The Federal Competition and Consumer Protection Commission (FCCPC) has issued a firm response to recent claims by WhatsApp, a subsidiary of Meta Platforms, that it may be forced to leave Nigeria. In a statement released on Saturday, the FCCPC declared that such a move does not exempt Meta from legal responsibility for its alleged violations of Nigerian laws.
The Commission accused Meta Platforms and WhatsApp of breaching the Federal Competition and Consumer Protection Act (FCCPA) and the Nigeria Data Protection Regulation (NDPR). The infractions include unauthorized data transfers, denial of Nigerians’ rights over their personal data, discriminatory practices, and abuse of market dominance through unfair privacy policies.
According to the FCCPC, these actions amount to repeated and serious violations. The Commission compared the situation to similar regulatory actions in other countries. In the U.S., Meta paid a $1.5 billion fine in Texas, and in Europe, the company was recently fined $1.3 billion for breaching EU data privacy laws. Despite facing penalties in India, South Korea, France, and Australia, Meta has never before threatened to exit a market in response to regulatory enforcement, the FCCPC noted.

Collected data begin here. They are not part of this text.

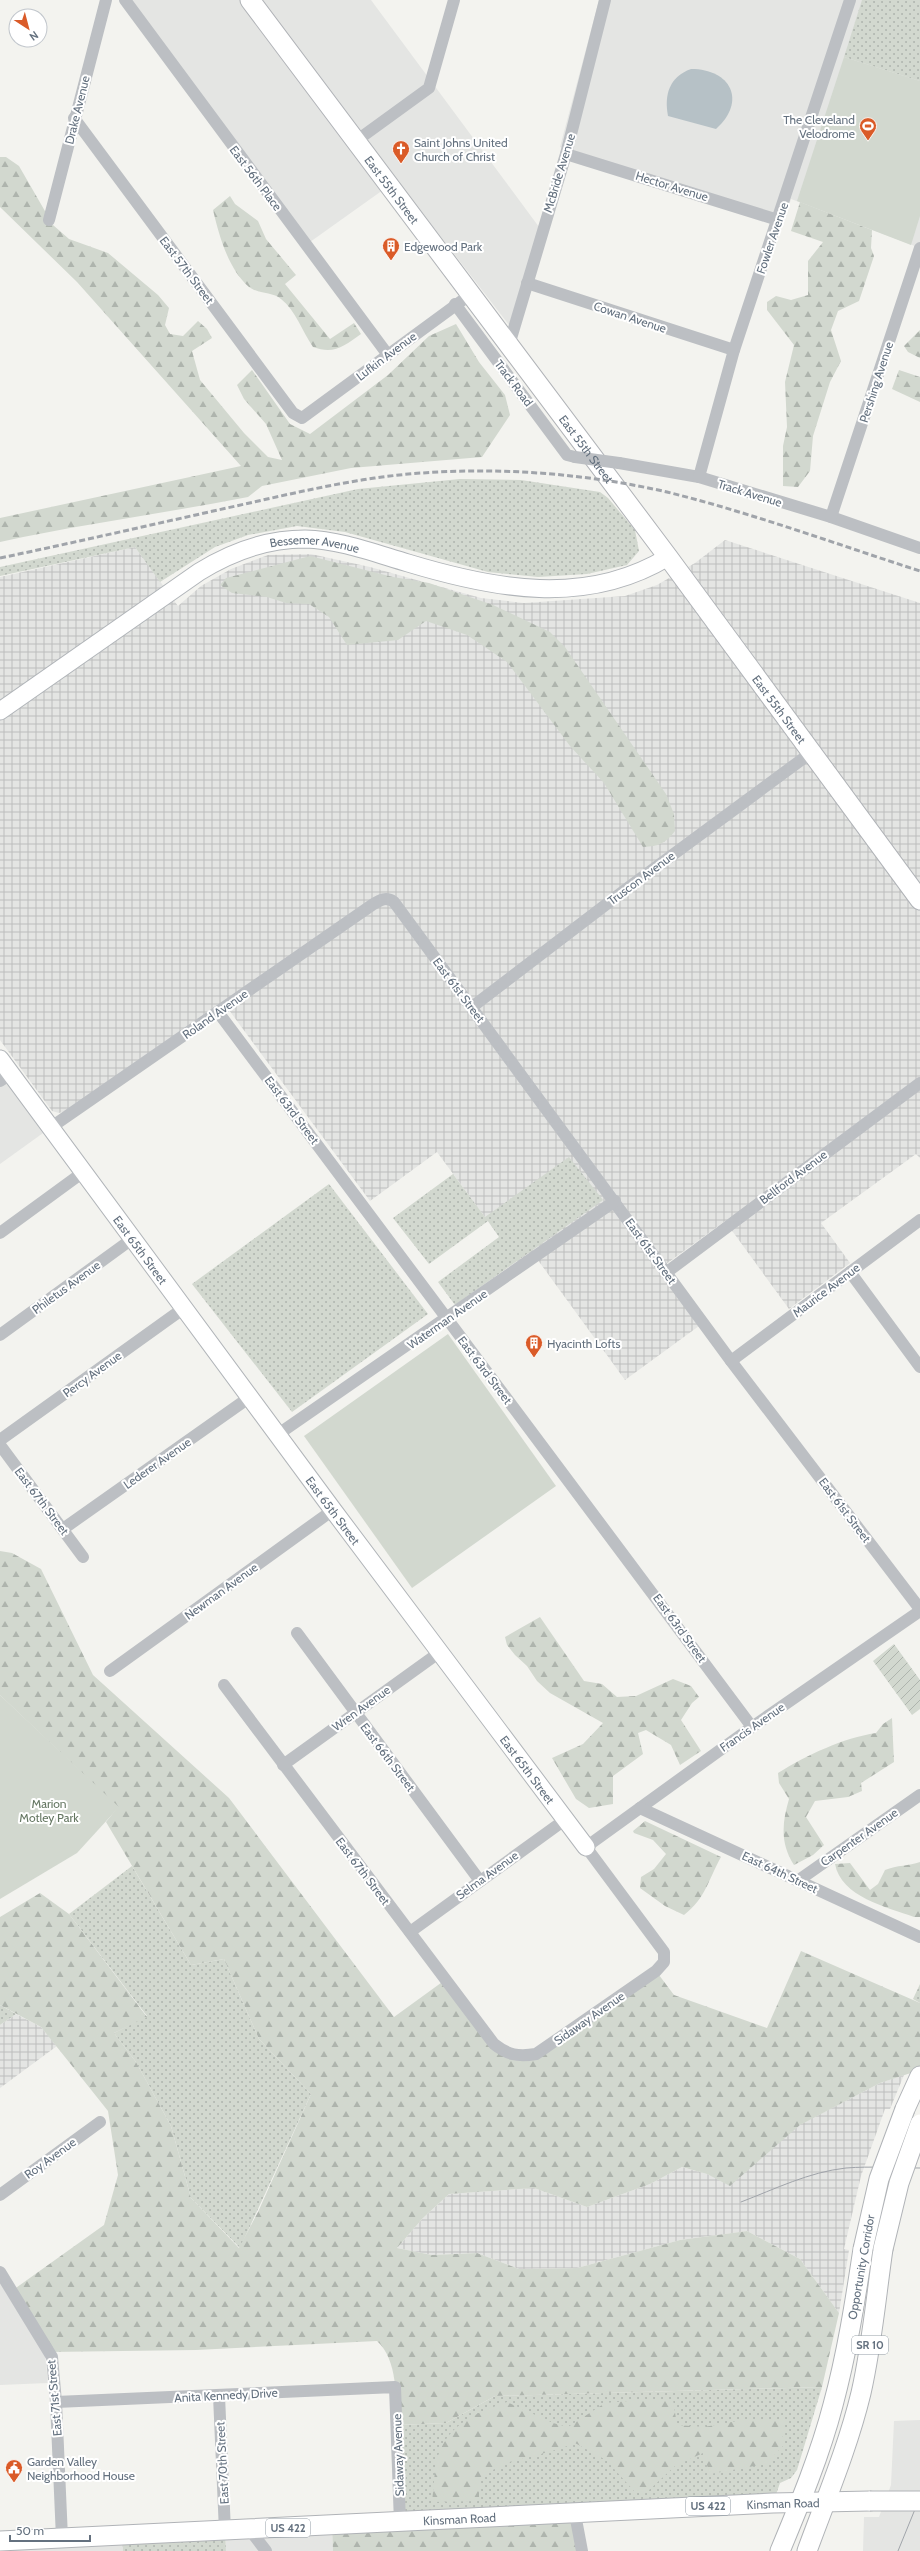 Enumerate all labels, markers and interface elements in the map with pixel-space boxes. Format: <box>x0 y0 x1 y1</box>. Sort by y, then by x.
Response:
north arrow <box>8 8 48 48</box>
text: N <box>27 28 41 44</box>
street label: Drake Avenue <box>61 74 93 146</box>
place label: The Cleveland Velodrome <box>783 112 855 141</box>
sports icon: The Cleveland Velodrome <box>858 116 878 141</box>
street label: McBride Avenue <box>540 132 578 214</box>
place label: Saint Johns United Church of Christ <box>414 135 508 164</box>
church icon: Saint Johns United Church of Christ <box>391 139 411 164</box>
street label: East 56th Place <box>227 143 285 213</box>
street label: East 55th Street <box>362 153 423 227</box>
street label: Hector Avenue <box>634 168 710 204</box>
street label: Fowler Avenue <box>753 200 791 276</box>
street label: East 57th Street <box>157 233 217 307</box>
building icon: Edgewood Park <box>381 236 401 261</box>
place label: Edgewood Park <box>404 239 483 254</box>
street label: Cowan Avenue <box>592 298 668 336</box>
street label: Lufkin Avenue <box>353 328 419 384</box>
street label: Pershing Avenue <box>856 340 896 424</box>
street label: Track Road <box>492 357 536 409</box>
street label: East 55th Street <box>556 412 617 486</box>
street label: Track Avenue <box>716 476 784 510</box>
street label: Bessemer Avenue <box>268 531 361 556</box>
street label: East 55th Street <box>750 672 810 746</box>
street label: Truscon Avenue <box>605 848 677 908</box>
street label: East 61st Street <box>430 955 488 1025</box>
street label: Roland Avenue <box>179 986 251 1042</box>
street label: East 63rd Street <box>262 1073 322 1147</box>
street label: Bellford Avenue <box>756 1147 830 1207</box>
street label: East 65th Street <box>111 1212 171 1287</box>
street label: East 61st Street <box>622 1215 680 1287</box>
street label: Philetus Avenue <box>29 1257 103 1317</box>
street label: Maurice Avenue <box>789 1260 863 1320</box>
street label: Waterman Avenue <box>404 1286 490 1352</box>
street label: East 63rd Street <box>455 1333 515 1407</box>
building icon: Hyacinth Lofts <box>524 1333 544 1358</box>
place label: Hyacinth Lofts <box>547 1336 620 1351</box>
street label: Percy Avenue <box>60 1348 124 1400</box>
street label: Lederer Avenue <box>120 1434 194 1492</box>
street label: East 67th Street <box>12 1464 72 1538</box>
street label: East 65th Street <box>303 1473 364 1547</box>
street label: East 61st Street <box>816 1475 874 1545</box>
street label: Newman Avenue <box>181 1559 261 1623</box>
street label: East 63rd Street <box>650 1591 710 1665</box>
street label: Wren Avenue <box>329 1682 393 1734</box>
street label: Francis Avenue <box>717 1699 787 1755</box>
street label: East 66th Street <box>357 1720 419 1794</box>
street label: East 65th Street <box>497 1732 558 1807</box>
park label: Marion Motley Park <box>19 1796 79 1825</box>
street label: Carpenter Avenue <box>817 1805 901 1869</box>
street label: East 67th Street <box>333 1834 393 1908</box>
street label: Selma Avenue <box>453 1847 521 1903</box>
street label: East 64th Street <box>740 1848 820 1896</box>
street label: Sidaway Avenue <box>551 1988 627 2048</box>
street label: Roy Avenue <box>21 2134 79 2182</box>
street label: Opportunity Corridor <box>844 2213 878 2321</box>
road number: SR 10 <box>852 2336 888 2354</box>
street label: East 71st Street <box>43 2359 65 2437</box>
street label: Anita Kennedy Drive <box>174 2385 278 2405</box>
street label: Sidaway Avenue <box>389 2413 407 2497</box>
street label: East 70th Street <box>212 2421 232 2505</box>
place label: Garden Valley Neighborhood House <box>27 2454 135 2483</box>
public building icon: Garden Valley Neighborhood House <box>4 2458 24 2483</box>
street label: Kinsman Road <box>746 2495 820 2512</box>
road number: US 422 <box>686 2497 730 2515</box>
street label: Kinsman Road <box>423 2509 496 2528</box>
scale bar <box>10 2517 90 2543</box>
road number: US 422 <box>266 2519 310 2537</box>
text: 50 m <box>16 2523 44 2538</box> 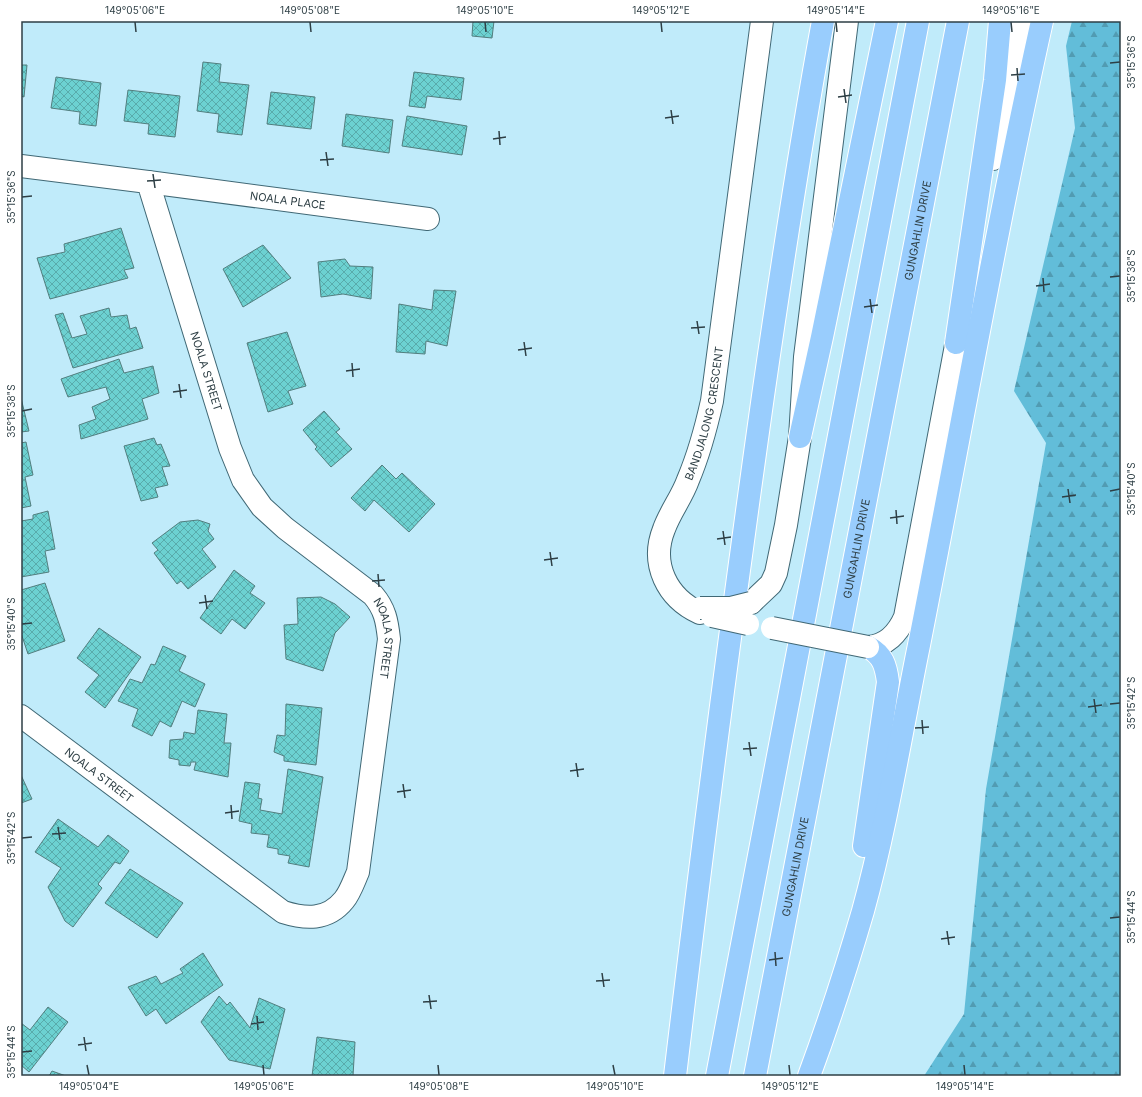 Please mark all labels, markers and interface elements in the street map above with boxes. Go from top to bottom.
text: 149°05'06"E [105,4,165,16]
text: 149°05'08"E [280,4,340,16]
text: 149°05'10"E [456,4,514,16]
text: 149°05'12"E [632,4,690,16]
text: 149°05'14"E [807,4,865,16]
text: 149°05'16"E [982,4,1040,16]
text: 35°15'36"S [1125,35,1137,89]
text: 35°15'36"S [5,170,17,224]
street label: GUNGAHLIN DRIVE [901,179,934,282]
street label: NOALA PLACE [249,189,326,212]
text: 35°15'38"S [1125,249,1137,303]
street label: NOALA STREET [187,330,225,413]
street label: BANDJALONG CRESCENT [682,345,726,482]
text: 35°15'38"S [5,384,17,438]
text: 35°15'40"S [1125,462,1137,516]
street label: GUNGAHLIN DRIVE [840,498,873,600]
street label: NOALA STREET [370,595,396,679]
text: 35°15'40"S [5,597,17,651]
text: 35°15'42"S [1125,677,1137,729]
street label: NOALA STREET [62,745,136,805]
text: 35°15'42"S [5,812,17,864]
street label: GUNGAHLIN DRIVE [779,816,812,918]
text: 35°15'44"S [1125,890,1137,944]
text: 35°15'44"S [5,1025,17,1079]
text: 149°05'04"E [59,1080,119,1092]
text: 149°05'06"E [234,1080,294,1092]
text: 149°05'08"E [409,1080,469,1092]
text: 149°05'10"E [586,1080,644,1092]
text: 149°05'12"E [761,1080,819,1092]
text: 149°05'14"E [936,1080,994,1092] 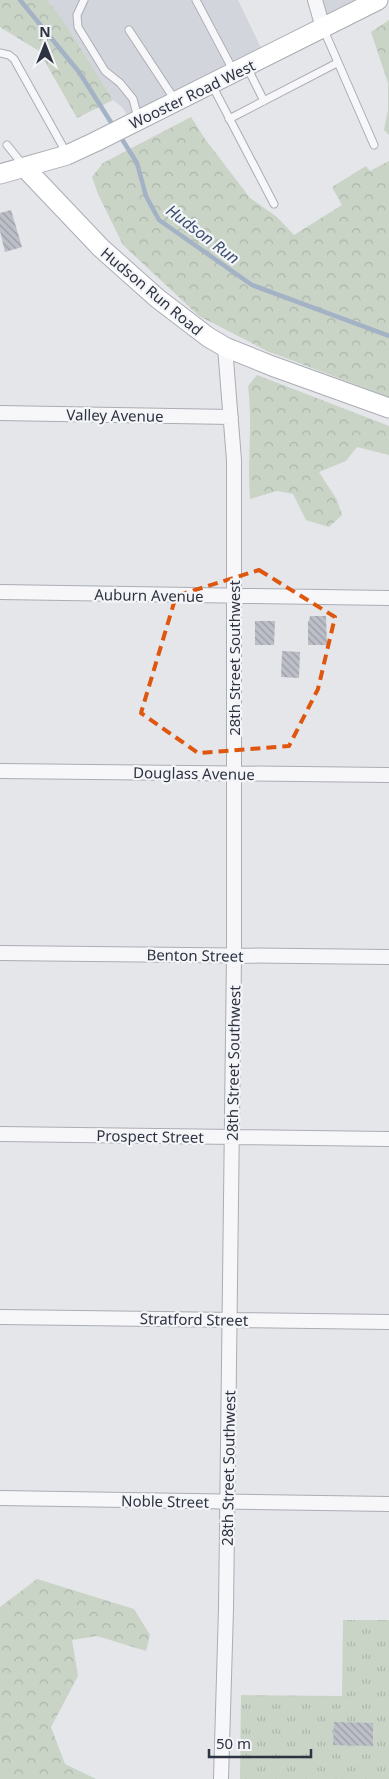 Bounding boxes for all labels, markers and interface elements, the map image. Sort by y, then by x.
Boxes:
north arrow [20,20,70,70]
text: N [39,22,51,41]
street label: Wooster Road West [126,55,259,133]
water label: Hudson Run [162,199,244,269]
street label: Hudson Run Road [97,243,207,339]
street label: Valley Avenue [66,404,164,426]
street label: 28th Street Southwest [224,580,244,736]
street label: Auburn Avenue [94,584,204,606]
street label: Douglass Avenue [133,762,255,784]
street label: Benton Street [146,944,244,966]
street label: 28th Street Southwest [222,984,244,1141]
street label: Prospect Street [96,1125,204,1147]
street label: Stratford Street [140,1308,249,1330]
street label: 28th Street Southwest [217,1389,239,1546]
street label: Noble Street [121,1490,210,1512]
scale bar [209,1726,312,1758]
text: 50 m [216,1733,251,1753]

The statement emphasized that the recent ruling by the Competition and Consumer Protection Tribunal affirms FCCPC’s directives and requires Meta to align with Nigerian consumer protection standards and data privacy laws. The FCCPC warned that threats of leaving Nigeria amount to blackmail and will not negate Meta’s legal obligations.
“For the avoidance of doubt,” the FCCPC wrote, “the FCCPC remains committed in its pursuit of consumer protection and data privacy towards ensuring a fairer digital market in Nigeria.”
The statement was signed by Ondaje Ijagwu, Director of Corporate Affairs at the FCCPC.